[Saved entries]

════════════════════

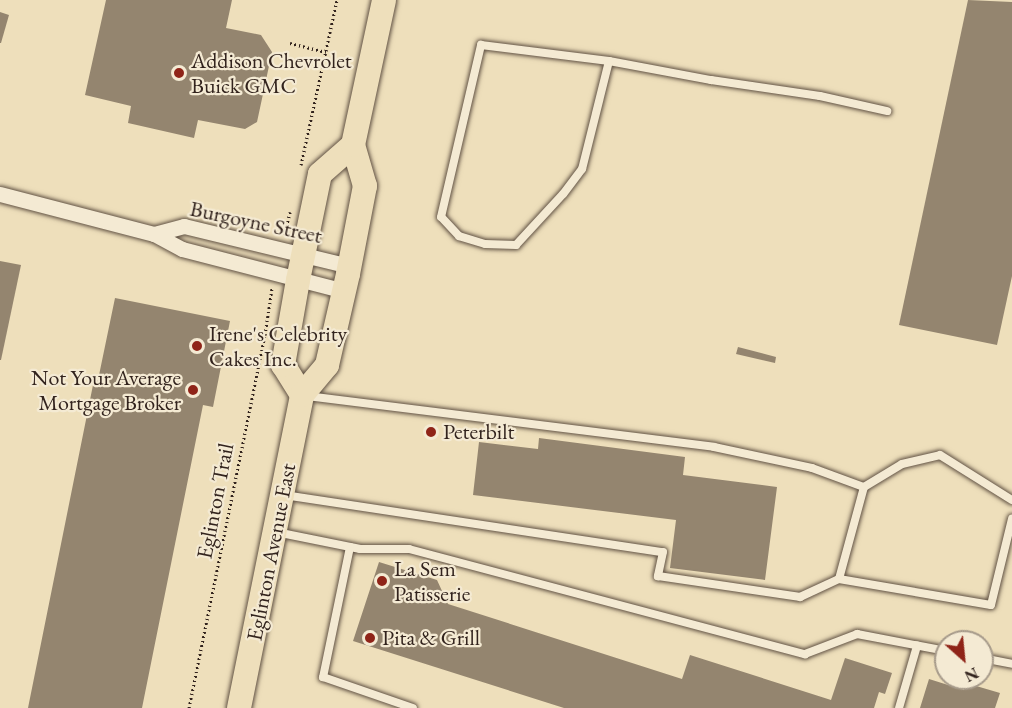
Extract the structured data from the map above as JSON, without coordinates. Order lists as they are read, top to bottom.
{
  "streets": {
    "main road": ["Eglinton Avenue East"],
    "street": ["Burgoyne Street"],
    "path": ["Eglinton Trail"]
  },
  "crossings": [
    ["Burgoyne Street", "Eglinton Avenue East"]
  ],
  "places": [
    "Addison Chevrolet Buick GMC",
    "Irene's Celebrity Cakes Inc.",
    "Not Your Average Mortgage Broker",
    "Peterbilt",
    "La Sem Patisserie",
    "Pita & Grill"
  ],
  "north": "bottom right"
}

════════════════════

» **AIM OF THE EXERCISE**
Nothing but the records themselves, exact and complete, should be returned; leave the pictures out.

» **TASK SOLUTION**
Extract the structured data from the map above as JSON, without coordinates. Order lists as they are read, top to bottom.
{
  "streets": {
    "main road": ["Eglinton Avenue East"],
    "street": ["Burgoyne Street"],
    "path": ["Eglinton Trail"]
  },
  "crossings": [
    ["Burgoyne Street", "Eglinton Avenue East"]
  ],
  "places": [
    "Addison Chevrolet Buick GMC",
    "Irene's Celebrity Cakes Inc.",
    "Not Your Average Mortgage Broker",
    "Peterbilt",
    "La Sem Patisserie",
    "Pita & Grill"
  ],
  "north": "bottom right"
}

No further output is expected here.